Supplied information:

⁂

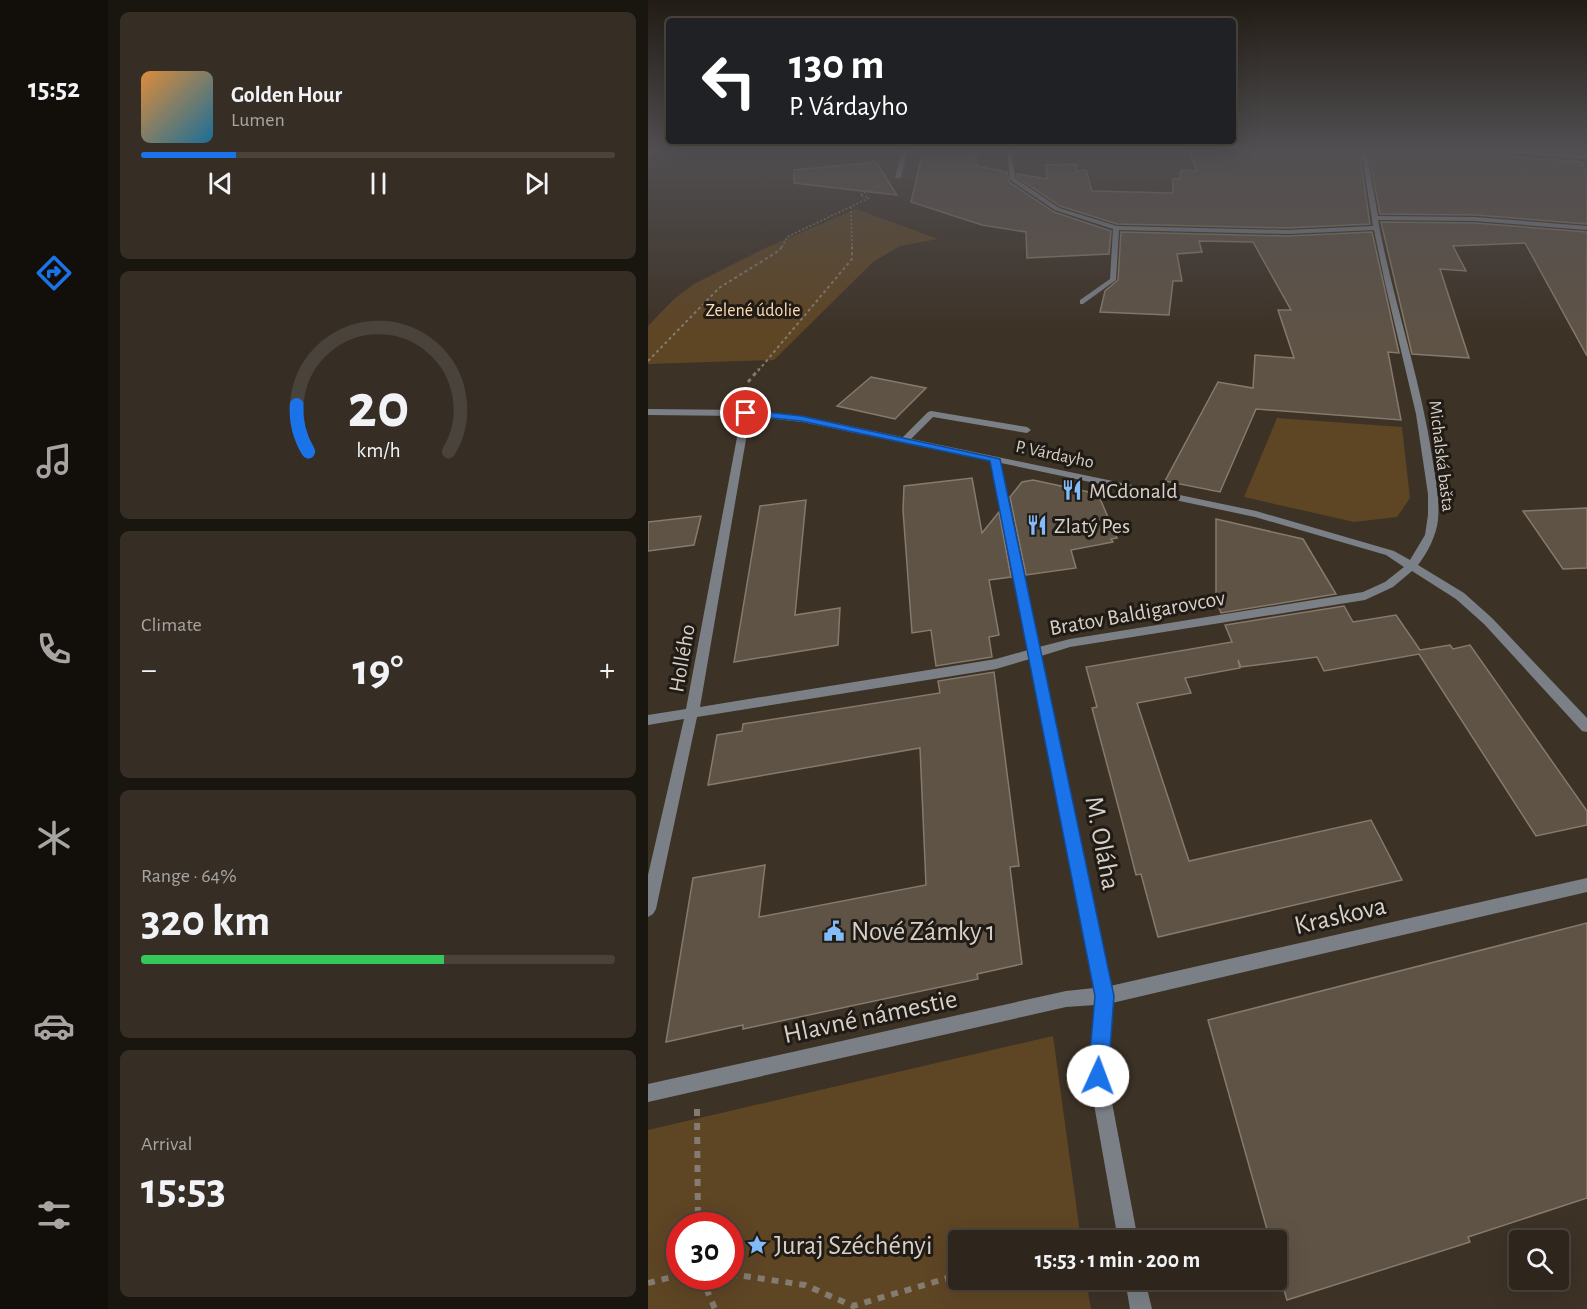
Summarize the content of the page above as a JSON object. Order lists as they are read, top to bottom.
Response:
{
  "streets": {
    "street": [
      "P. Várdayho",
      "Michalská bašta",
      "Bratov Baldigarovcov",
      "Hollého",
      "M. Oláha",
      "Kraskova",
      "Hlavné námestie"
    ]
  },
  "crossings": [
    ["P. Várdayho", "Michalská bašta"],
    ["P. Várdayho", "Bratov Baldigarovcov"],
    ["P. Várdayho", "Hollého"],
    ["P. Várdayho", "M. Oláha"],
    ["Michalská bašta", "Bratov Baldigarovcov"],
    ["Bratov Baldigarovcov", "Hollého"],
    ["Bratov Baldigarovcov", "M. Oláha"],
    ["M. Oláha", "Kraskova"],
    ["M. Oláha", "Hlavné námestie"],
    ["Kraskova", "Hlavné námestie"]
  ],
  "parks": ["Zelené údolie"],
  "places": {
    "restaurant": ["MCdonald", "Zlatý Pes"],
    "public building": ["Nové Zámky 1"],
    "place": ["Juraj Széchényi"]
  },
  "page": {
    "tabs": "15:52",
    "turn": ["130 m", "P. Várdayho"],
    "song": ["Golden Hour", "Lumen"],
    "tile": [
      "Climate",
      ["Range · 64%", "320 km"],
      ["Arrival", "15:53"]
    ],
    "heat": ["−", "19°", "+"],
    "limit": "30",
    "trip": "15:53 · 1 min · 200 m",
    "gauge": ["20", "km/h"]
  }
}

⁂

What you have to do:
Copy each line from the data that features the string "page".

Exercise solution:
Summarize the content of the page above as a JSON object. Order lists as they are read, top to bottom.
  "page": {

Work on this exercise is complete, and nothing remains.